*** Opening AVAILABLE RECORDS ***

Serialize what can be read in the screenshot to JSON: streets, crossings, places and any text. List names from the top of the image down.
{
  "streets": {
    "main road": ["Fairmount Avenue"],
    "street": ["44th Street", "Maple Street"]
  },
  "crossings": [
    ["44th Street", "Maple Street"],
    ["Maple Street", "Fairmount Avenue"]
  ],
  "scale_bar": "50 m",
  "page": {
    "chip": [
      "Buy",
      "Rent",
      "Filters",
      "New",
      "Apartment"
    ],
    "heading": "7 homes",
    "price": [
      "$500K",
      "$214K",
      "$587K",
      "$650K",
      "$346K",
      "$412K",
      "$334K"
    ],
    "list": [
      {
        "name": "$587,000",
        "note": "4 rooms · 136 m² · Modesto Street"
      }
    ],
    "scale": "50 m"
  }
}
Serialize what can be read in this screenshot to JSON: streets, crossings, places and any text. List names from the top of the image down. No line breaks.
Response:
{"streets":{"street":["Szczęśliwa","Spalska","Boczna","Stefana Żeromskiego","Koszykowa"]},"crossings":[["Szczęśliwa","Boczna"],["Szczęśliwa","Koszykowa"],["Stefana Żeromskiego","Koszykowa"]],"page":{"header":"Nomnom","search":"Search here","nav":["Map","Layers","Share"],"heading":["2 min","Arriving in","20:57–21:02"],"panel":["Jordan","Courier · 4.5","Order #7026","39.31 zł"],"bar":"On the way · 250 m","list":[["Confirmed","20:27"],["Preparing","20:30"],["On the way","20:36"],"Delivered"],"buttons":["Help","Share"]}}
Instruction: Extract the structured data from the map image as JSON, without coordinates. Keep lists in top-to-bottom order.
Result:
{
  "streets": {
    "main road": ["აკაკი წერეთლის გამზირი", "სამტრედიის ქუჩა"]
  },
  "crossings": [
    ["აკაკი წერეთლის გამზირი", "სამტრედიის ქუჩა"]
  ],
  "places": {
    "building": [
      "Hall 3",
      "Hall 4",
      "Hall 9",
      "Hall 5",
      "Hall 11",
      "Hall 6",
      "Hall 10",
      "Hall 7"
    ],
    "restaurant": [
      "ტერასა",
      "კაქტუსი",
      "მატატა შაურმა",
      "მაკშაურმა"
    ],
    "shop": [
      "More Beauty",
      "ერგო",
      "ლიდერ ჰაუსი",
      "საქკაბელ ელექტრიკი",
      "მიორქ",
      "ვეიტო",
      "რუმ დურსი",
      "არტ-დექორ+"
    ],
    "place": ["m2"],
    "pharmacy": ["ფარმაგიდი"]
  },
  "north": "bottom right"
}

*** Closing AVAILABLE RECORDS ***

▶ EXERCISE AIM:
Could every entry be given again exactly, with no line skipped?

▶ TASK OUTPUT:
Serialize what can be read in the screenshot to JSON: streets, crossings, places and any text. List names from the top of the image down.
{
  "streets": {
    "main road": ["Fairmount Avenue"],
    "street": ["44th Street", "Maple Street"]
  },
  "crossings": [
    ["44th Street", "Maple Street"],
    ["Maple Street", "Fairmount Avenue"]
  ],
  "scale_bar": "50 m",
  "page": {
    "chip": [
      "Buy",
      "Rent",
      "Filters",
      "New",
      "Apartment"
    ],
    "heading": "7 homes",
    "price": [
      "$500K",
      "$214K",
      "$587K",
      "$650K",
      "$346K",
      "$412K",
      "$334K"
    ],
    "list": [
      {
        "name": "$587,000",
        "note": "4 rooms · 136 m² · Modesto Street"
      }
    ],
    "scale": "50 m"
  }
}
Serialize what can be read in this screenshot to JSON: streets, crossings, places and any text. List names from the top of the image down. No line breaks.
Response:
{"streets":{"street":["Szczęśliwa","Spalska","Boczna","Stefana Żeromskiego","Koszykowa"]},"crossings":[["Szczęśliwa","Boczna"],["Szczęśliwa","Koszykowa"],["Stefana Żeromskiego","Koszykowa"]],"page":{"header":"Nomnom","search":"Search here","nav":["Map","Layers","Share"],"heading":["2 min","Arriving in","20:57–21:02"],"panel":["Jordan","Courier · 4.5","Order #7026","39.31 zł"],"bar":"On the way · 250 m","list":[["Confirmed","20:27"],["Preparing","20:30"],["On the way","20:36"],"Delivered"],"buttons":["Help","Share"]}}
Instruction: Extract the structured data from the map image as JSON, without coordinates. Keep lists in top-to-bottom order.
Result:
{
  "streets": {
    "main road": ["აკაკი წერეთლის გამზირი", "სამტრედიის ქუჩა"]
  },
  "crossings": [
    ["აკაკი წერეთლის გამზირი", "სამტრედიის ქუჩა"]
  ],
  "places": {
    "building": [
      "Hall 3",
      "Hall 4",
      "Hall 9",
      "Hall 5",
      "Hall 11",
      "Hall 6",
      "Hall 10",
      "Hall 7"
    ],
    "restaurant": [
      "ტერასა",
      "კაქტუსი",
      "მატატა შაურმა",
      "მაკშაურმა"
    ],
    "shop": [
      "More Beauty",
      "ერგო",
      "ლიდერ ჰაუსი",
      "საქკაბელ ელექტრიკი",
      "მიორქ",
      "ვეიტო",
      "რუმ დურსი",
      "არტ-დექორ+"
    ],
    "place": ["m2"],
    "pharmacy": ["ფარმაგიდი"]
  },
  "north": "bottom right"
}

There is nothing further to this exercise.